If you call me with a private number or a number I don’t know, I will not answer. FACT .
If you don’t leave a message and call me again, I still will not answer. FACT .
You can do this as many times as you wish over as many days as you want and the FACTS stated above will remain the same. That is why they are called FACTS .
[By the way, the person currently calling me every second day with the number ending in 5193, and never leaving a message – you might need to get these FACTS into your head. That, or possibly some therapy.]
Try me
If you call with a private number or a number I don’t know and you DO leave a message explaining who you are and what you want, then there is a good chance I will probably call you back, possibly immediately – unless you’re trying to sell me something. FACT.
If you leave a message without mentioning a reason for the call, you are a prick and I probably won’t call you back (eg. Hi Seth, it’s wankface here; my number is 1234567, please call me). FACT. And throwing in the words “I just need to pick your brain” is classified as the same thing. Fuck you, you will not pick my brain, you will leave a message with a clue as to the topic.
All of this can be avoided with a simple text message! Don’t you get it?? It is not my problem that you “don’t know how to sms” or that you “prefer phoning” – times have changed, pal. Just like you don’t arrive unannounced at someone’s home, things have progressed and changed in the way we communicate. SMSing is no longer an ALTERNATIVE, it actually has it’s very own purpose.
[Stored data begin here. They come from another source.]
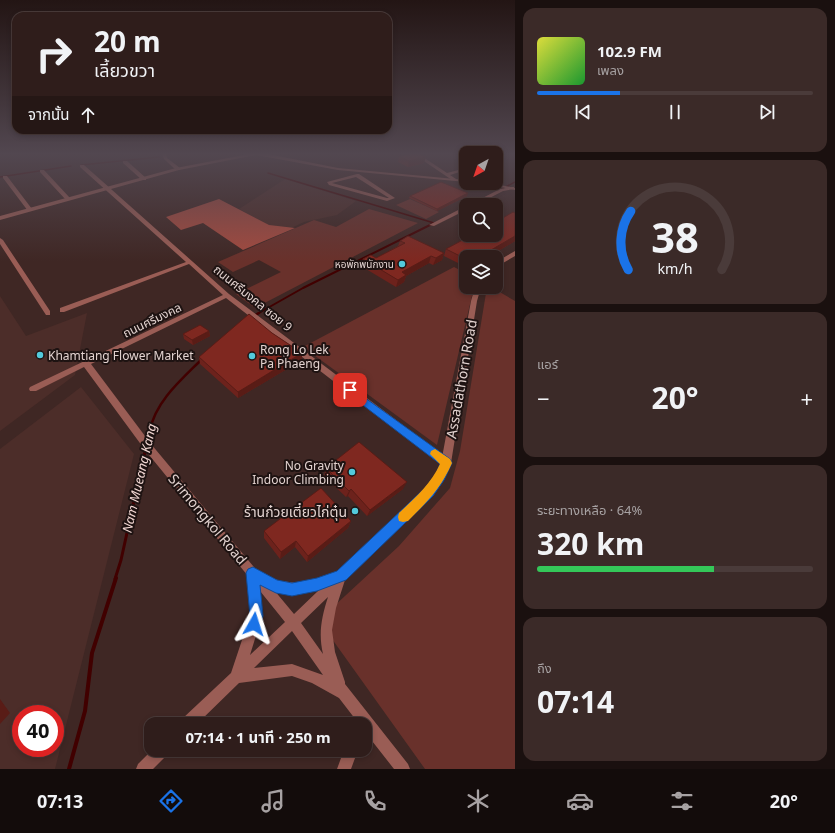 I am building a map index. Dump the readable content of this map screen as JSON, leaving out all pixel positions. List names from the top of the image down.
{
  "streets": {
    "street": [
      "ถนนศรีมงคล ซอย 9",
      "ถนนศรีมงคล",
      "Assadathorn Road",
      "Srimongkol Road"
    ]
  },
  "crossings": [
    ["ถนนศรีมงคล ซอย 9", "ถนนศรีมงคล"],
    ["ถนนศรีมงคล ซอย 9", "Assadathorn Road"],
    ["ถนนศรีมงคล", "Srimongkol Road"],
    ["Assadathorn Road", "Srimongkol Road"]
  ],
  "water": ["Nam Mueang Kang"],
  "places": [
    "หอพักพนักงาน",
    "Khamtiang Flower Market",
    "Rong Lo Lek Pa Phaeng",
    "No Gravity Indoor Climbing",
    "ร้านก๋วยเตี๋ยวไก่ตุ๋น"
  ],
  "north": "bottom left",
  "page": {
    "turn": ["20 m", "เลี้ยวขวา"],
    "song": ["102.9 FM", "เพลง"],
    "then": "จากนั้น",
    "tile": [
      "แอร์",
      ["ระยะทางเหลือ · 64%", "320 km"],
      ["ถึง", "07:14"]
    ],
    "heat": ["−", "20°", "+"],
    "limit": "40",
    "trip": "07:14 · 1 นาที · 250 m",
    "tabs": ["07:13", "20°"],
    "gauge": ["38", "km/h"]
  }
}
I hardly ever phone people without sending a warning sms, simply asking when would be convenient. Nine times out of ten they advise a better time. “Call in 10 minutes, just having my hair cut” is a good example of the replies one gets. Which proves the theory, time and again. Phoning out of the blue is so fucking random. The other person could be carrying shopping bags. They could be in the middle of a long conversation. They could be having lunch with friends. They could be with their mother. They could be writing a serious email. They could be in a bad reception area and are aware that the call would be a nightmare to deal with. They could be sleeping! They could be making love to a 19 year old Polish American! Who the fuck are you to pounce on them out of the blue, without taking into account the fact that they just might not be chilling out on the sofa waiting for your call? It’s just not cool.
For example YOU DO NOT PHONE TO ASK FOR SOMEONE ELSE’S NUMBER – EVER. You sms them for the number and they will sms you back. FACT. It doesn’t matter if you are in a hurry. If I don’t sms it back immediately, I am obviously unable to do it at that particular time. Who exactly do you think you are?
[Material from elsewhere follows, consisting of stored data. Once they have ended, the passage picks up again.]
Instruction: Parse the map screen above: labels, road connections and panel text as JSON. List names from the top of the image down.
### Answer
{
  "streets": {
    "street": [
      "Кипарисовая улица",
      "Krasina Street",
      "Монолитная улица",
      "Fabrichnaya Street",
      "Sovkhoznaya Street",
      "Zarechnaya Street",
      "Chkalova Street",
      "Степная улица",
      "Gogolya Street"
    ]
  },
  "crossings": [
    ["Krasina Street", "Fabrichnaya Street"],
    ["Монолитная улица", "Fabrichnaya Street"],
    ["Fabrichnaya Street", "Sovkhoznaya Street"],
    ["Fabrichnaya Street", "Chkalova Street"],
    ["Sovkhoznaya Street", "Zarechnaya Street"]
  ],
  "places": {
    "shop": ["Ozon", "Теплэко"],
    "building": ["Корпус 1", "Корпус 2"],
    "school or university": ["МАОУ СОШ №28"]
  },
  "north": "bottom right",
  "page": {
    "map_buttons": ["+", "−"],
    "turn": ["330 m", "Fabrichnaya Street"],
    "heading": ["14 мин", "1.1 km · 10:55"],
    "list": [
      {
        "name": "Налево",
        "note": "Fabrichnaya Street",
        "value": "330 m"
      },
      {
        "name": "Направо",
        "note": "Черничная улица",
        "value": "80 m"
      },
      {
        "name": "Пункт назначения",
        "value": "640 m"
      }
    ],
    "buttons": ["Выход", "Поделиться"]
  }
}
I had a mate call me to ask for someone’s number. I kept cool, found the number and started reading it out to him. He stopped me mid way and said, “umm, can you rather sms that to me.”
Jesus Christ bru, do you want me to make the call for you as well?
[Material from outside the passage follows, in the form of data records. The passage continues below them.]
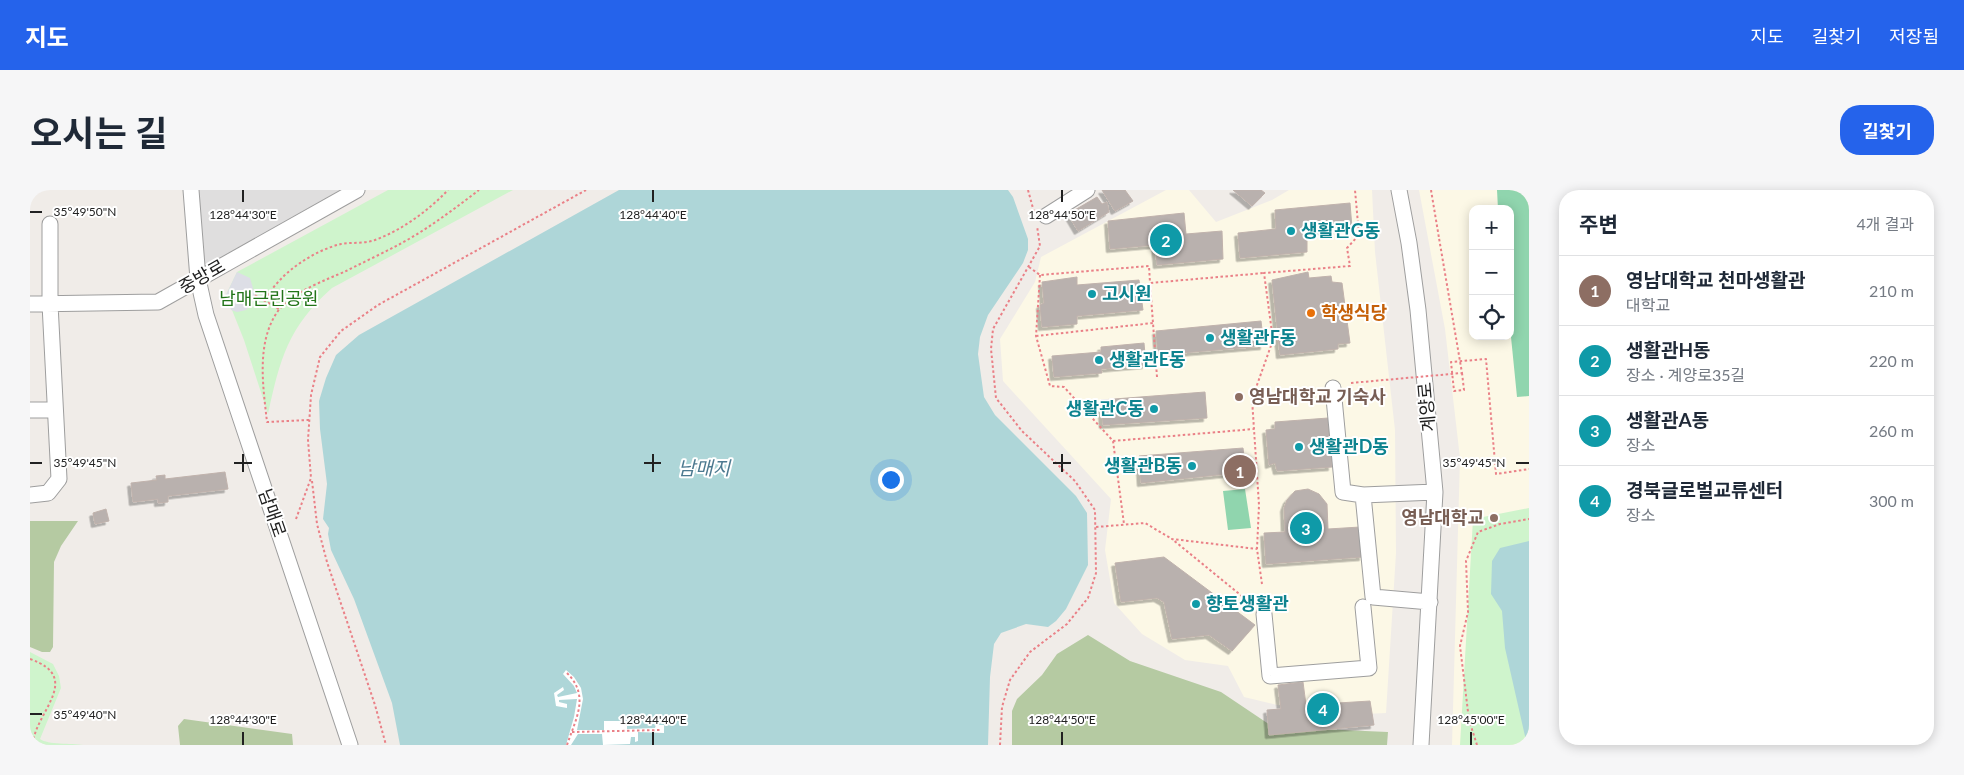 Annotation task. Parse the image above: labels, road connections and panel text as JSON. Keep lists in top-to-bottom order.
{
  "streets": {
    "street": ["중방로", "계양로", "남매로"]
  },
  "crossings": [
    ["중방로", "남매로"]
  ],
  "water": ["남매지"],
  "parks": ["남매근린공원"],
  "places": [
    "생활관G동",
    "고시원",
    "학생식당",
    "생활관F동",
    "생활관E동",
    "영남대학교 기숙사",
    "생활관C동",
    "생활관D동",
    "생활관B동",
    "영남대학교",
    "향토생활관"
  ],
  "page": {
    "header": "지도",
    "nav": ["지도", "길찾기", "저장됨"],
    "title": "오시는 길",
    "buttons": "길찾기",
    "heading": ["주변", "4개 결과"],
    "map_buttons": ["+", "−"],
    "pins": [
      "2",
      "1",
      "3",
      "4"
    ],
    "list": [
      {
        "mark": "1",
        "name": "영남대학교 천마생활관",
        "note": "대학교",
        "value": "210 m"
      },
      {
        "mark": "2",
        "name": "생활관H동",
        "note": "장소 · 계양로35길",
        "value": "220 m"
      },
      {
        "mark": "3",
        "name": "생활관A동",
        "note": "장소",
        "value": "260 m"
      },
      {
        "mark": "4",
        "name": "경북글로벌교류센터",
        "note": "장소",
        "value": "300 m"
      }
    ]
  },
  "coordinates": [
    "35°49'50\"N",
    "128°44'30\"E",
    "128°44'40\"E",
    "128°44'50\"E",
    "35°49'45\"N",
    "35°49'40\"N",
    "128°45'00\"E"
  ]
}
If your phone rings, turn the sound off FIRST, THEN see who is calling. My head comes very close to explosion when people look at the screen and start mumbling, “Ooh, I wonder what he wants,” as they ponder answering or not (all the time the phone is ringing its head off!). And then someone suggests they turn the sound off and they give it the big, “I was ABOUT TO, but I wanted to see who it was!”
Huh! Sorry, that sentence doesn’t make sense. Please leave.
Phone rings – sound off – then look.
Also, you NEVER phone on a Sunday. Ever. In fact any time on the weekend is a bit silly.
Wake up people. Learn these rules – you’ll be surprised how many people agree with them.